This Jalapeño Popper Chicken Salad is the ultimate! Creamy chicken salad with roasted jalapeños, bacon and cheddar cheese. Say goodbye to boring ol' chicken sandwiches and have Jalapeño Popper Chicken Wraps instead.
- 2 Lbs. Boneless, Skinless Chicken Breast (pounded to an even thickness)
- Olive Oil
- 1 teaspoon Garlic Powder
- 1 teaspoon Onion Powder
- 1/2 teaspoon Smoked Paprika
- 1/2 teaspoon Cumin
- 4 Jalapeños (stems/seeds removed, sliced in half lengthwise)
- 4 ounces Cream Cheese (softened)
- 1/2 Cup Mayonnaise (or sub with sour cream)
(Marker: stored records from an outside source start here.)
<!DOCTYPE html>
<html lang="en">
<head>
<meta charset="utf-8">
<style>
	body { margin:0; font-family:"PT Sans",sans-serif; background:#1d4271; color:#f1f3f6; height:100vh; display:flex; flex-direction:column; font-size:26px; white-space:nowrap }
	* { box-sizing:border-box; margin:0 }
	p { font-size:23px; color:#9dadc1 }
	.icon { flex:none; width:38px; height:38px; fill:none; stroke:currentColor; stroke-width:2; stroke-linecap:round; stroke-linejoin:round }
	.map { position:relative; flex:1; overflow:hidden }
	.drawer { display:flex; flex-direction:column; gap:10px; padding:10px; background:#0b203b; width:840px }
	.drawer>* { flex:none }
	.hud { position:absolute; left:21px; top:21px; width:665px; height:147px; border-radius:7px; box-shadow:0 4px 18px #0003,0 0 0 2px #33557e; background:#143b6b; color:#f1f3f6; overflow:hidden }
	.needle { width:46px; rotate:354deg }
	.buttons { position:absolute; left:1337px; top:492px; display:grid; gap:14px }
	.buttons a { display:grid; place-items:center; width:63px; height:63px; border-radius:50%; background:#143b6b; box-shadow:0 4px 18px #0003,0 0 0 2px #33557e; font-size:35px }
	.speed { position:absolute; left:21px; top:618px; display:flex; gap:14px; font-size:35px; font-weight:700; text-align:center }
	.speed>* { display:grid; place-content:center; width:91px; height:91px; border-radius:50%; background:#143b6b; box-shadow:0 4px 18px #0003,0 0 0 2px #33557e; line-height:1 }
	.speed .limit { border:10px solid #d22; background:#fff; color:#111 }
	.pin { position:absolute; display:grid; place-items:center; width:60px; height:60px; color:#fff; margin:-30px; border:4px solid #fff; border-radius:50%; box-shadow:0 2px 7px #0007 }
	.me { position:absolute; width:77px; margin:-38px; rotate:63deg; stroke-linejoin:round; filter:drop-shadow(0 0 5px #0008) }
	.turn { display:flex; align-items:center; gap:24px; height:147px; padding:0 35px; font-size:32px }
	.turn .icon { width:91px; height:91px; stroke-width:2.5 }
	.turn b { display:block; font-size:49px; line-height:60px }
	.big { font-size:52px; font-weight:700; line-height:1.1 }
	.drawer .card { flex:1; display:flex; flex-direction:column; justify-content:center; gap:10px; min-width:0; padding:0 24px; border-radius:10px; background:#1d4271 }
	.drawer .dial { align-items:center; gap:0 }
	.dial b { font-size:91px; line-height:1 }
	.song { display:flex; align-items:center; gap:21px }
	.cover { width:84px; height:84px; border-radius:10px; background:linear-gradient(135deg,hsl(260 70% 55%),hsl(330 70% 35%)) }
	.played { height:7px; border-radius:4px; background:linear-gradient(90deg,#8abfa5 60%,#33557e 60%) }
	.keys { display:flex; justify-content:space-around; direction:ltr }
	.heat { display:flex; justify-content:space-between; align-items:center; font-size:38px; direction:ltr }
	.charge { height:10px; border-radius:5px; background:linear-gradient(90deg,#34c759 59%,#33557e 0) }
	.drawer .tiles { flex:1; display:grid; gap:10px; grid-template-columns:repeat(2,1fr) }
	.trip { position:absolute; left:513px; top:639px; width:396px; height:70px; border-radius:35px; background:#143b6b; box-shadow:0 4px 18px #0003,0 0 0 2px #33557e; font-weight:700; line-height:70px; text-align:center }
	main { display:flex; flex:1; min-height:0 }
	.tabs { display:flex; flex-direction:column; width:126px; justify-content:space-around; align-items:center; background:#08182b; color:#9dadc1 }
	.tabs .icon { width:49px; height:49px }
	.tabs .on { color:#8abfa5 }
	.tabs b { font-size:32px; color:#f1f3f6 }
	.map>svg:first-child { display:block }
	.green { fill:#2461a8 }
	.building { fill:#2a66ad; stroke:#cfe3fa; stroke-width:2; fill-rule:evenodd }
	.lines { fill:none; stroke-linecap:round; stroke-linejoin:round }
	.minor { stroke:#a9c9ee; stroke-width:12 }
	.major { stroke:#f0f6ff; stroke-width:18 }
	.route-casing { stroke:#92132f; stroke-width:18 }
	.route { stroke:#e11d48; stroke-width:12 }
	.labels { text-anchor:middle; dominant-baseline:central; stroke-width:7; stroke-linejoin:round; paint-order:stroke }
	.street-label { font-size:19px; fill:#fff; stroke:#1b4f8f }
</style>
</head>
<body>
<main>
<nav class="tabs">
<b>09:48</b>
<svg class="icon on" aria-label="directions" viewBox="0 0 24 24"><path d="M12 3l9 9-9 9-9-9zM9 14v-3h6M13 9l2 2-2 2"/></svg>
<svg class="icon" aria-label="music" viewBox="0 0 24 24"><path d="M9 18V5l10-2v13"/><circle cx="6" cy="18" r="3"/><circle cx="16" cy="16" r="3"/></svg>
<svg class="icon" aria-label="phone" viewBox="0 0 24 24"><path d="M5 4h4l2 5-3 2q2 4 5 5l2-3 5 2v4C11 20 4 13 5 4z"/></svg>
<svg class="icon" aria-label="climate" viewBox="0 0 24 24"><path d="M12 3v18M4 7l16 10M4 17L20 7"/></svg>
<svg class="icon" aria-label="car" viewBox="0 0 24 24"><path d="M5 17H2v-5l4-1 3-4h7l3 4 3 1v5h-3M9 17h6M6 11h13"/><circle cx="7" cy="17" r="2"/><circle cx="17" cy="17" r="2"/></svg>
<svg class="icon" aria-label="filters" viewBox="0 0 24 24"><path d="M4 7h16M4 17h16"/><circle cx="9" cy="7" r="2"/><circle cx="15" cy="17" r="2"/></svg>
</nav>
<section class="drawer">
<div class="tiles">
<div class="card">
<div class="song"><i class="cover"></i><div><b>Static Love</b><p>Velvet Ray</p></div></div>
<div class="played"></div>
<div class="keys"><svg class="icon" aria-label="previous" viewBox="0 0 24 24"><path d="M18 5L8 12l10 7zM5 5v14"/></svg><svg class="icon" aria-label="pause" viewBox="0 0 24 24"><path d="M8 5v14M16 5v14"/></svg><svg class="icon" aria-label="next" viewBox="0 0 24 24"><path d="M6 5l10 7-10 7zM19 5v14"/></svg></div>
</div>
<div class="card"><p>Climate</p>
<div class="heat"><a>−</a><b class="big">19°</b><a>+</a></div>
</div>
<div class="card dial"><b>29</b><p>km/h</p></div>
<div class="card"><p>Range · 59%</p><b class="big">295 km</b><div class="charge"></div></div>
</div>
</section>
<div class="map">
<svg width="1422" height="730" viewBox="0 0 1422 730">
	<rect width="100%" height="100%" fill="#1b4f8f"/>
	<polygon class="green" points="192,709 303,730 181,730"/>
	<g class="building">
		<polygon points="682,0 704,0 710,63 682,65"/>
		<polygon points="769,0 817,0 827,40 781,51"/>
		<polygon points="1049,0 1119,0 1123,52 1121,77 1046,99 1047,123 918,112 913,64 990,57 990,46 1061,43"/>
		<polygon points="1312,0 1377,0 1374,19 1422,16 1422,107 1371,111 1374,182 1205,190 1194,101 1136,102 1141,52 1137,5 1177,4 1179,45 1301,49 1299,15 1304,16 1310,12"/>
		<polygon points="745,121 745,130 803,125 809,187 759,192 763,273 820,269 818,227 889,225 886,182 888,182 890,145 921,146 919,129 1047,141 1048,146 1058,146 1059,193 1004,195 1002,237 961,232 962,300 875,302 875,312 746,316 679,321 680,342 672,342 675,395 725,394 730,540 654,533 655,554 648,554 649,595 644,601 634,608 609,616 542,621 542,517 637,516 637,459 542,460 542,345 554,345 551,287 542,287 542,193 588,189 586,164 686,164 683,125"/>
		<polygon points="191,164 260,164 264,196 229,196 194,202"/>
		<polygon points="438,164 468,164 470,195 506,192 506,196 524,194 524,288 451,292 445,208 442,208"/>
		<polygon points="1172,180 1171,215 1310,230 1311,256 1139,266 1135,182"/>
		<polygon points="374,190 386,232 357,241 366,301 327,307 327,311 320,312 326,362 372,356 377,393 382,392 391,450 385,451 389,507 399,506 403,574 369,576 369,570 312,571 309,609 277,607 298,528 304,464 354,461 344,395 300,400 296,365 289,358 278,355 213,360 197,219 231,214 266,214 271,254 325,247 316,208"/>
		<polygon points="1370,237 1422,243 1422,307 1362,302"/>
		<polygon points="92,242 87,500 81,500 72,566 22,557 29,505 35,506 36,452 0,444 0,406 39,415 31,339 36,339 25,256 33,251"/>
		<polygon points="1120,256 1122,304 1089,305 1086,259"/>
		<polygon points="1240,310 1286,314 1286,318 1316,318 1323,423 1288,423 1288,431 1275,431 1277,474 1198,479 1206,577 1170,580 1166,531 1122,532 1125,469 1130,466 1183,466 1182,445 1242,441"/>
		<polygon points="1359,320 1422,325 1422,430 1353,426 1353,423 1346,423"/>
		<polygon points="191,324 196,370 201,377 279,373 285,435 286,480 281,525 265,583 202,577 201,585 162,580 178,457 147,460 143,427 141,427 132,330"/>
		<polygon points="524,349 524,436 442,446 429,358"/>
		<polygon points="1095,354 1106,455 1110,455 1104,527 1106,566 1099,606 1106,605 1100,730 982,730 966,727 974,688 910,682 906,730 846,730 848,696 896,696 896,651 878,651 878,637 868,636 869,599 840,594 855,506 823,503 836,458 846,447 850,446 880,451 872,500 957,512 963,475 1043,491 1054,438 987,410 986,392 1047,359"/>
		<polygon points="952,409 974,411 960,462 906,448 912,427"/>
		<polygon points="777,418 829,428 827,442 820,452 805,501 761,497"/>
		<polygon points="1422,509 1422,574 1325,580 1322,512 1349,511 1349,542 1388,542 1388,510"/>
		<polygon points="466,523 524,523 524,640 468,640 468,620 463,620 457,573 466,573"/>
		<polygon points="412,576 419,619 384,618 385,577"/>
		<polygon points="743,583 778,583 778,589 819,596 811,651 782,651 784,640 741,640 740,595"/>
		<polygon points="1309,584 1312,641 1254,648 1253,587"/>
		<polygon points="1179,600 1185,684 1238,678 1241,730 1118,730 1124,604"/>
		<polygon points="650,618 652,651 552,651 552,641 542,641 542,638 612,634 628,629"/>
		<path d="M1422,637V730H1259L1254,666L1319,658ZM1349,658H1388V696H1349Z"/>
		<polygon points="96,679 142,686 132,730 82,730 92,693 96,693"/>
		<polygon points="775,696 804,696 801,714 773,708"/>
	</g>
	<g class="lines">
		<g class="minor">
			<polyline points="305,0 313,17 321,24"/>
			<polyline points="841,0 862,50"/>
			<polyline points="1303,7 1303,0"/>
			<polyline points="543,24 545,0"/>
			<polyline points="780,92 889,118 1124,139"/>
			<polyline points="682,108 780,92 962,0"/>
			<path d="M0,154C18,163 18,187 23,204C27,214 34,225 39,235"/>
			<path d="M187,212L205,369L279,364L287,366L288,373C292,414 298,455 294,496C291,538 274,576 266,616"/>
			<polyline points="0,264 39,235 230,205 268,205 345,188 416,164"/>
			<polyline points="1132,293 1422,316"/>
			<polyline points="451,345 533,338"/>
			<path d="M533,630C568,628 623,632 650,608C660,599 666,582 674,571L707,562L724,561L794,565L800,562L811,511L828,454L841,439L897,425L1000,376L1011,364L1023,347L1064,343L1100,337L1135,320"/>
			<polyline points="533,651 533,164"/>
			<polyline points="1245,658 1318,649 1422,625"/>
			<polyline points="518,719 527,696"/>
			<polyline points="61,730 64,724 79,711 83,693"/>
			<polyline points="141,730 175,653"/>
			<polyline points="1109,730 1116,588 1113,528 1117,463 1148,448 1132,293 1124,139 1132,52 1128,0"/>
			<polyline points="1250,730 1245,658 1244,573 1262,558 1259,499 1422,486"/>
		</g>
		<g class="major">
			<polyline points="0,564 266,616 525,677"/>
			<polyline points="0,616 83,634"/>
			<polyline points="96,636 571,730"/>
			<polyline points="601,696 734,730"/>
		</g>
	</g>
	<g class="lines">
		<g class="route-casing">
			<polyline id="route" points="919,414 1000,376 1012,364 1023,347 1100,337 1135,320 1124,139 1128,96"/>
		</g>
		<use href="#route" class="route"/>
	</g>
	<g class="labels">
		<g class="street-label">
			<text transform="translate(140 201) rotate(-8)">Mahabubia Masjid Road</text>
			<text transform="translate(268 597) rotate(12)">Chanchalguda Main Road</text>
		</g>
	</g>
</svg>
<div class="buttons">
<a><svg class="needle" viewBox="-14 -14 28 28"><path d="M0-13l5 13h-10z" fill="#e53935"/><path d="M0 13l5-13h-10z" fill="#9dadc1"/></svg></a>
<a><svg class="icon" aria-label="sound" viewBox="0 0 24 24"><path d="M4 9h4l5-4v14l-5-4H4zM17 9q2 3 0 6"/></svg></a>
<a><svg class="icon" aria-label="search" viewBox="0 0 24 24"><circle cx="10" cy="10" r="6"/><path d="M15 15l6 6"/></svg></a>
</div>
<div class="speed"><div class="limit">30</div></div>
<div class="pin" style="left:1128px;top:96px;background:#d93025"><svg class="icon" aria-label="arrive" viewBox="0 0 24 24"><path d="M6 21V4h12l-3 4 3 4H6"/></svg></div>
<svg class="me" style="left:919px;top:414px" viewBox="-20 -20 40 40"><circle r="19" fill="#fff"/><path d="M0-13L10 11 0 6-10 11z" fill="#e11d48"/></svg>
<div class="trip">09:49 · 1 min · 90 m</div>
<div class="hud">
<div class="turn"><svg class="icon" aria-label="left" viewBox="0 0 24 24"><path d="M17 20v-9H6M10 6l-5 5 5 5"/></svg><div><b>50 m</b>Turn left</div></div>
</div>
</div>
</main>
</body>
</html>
- 1/2 Cup Chopped Cooked Bacon
- 1/2 Cup Shredded Cheddar Cheese
Preheat oven to 350°F
Place chicken in large baking dish. Coat with olive oil, salt/pepper, garlic powder, onion powder, paprika and cumin. Cover baking dish with foil.
Place jalapeños in a separate smaller baking dish. Coat with olive oil, salt and pepper. Cover baking dish with foil.
Bake chicken and jalapeños at the same time. Remove jalapeños after 30 minutes. Let cool then chop.
Continue to cook chicken until it reaches an internal temp of 165°F (typically 45-60 minutes total, depending on size and thickness) Remove chicken from oven and let cool.
Transfer chicken to large bowl and shred with two forks. Add chopped jalapeños, cream cheese, mayonnaise, and bacon. Stir until combined. Salt and pepper to taste then gently stir in shredded cheddar.
Serve in wraps, sandwiches, on top of salad, crackers or alone.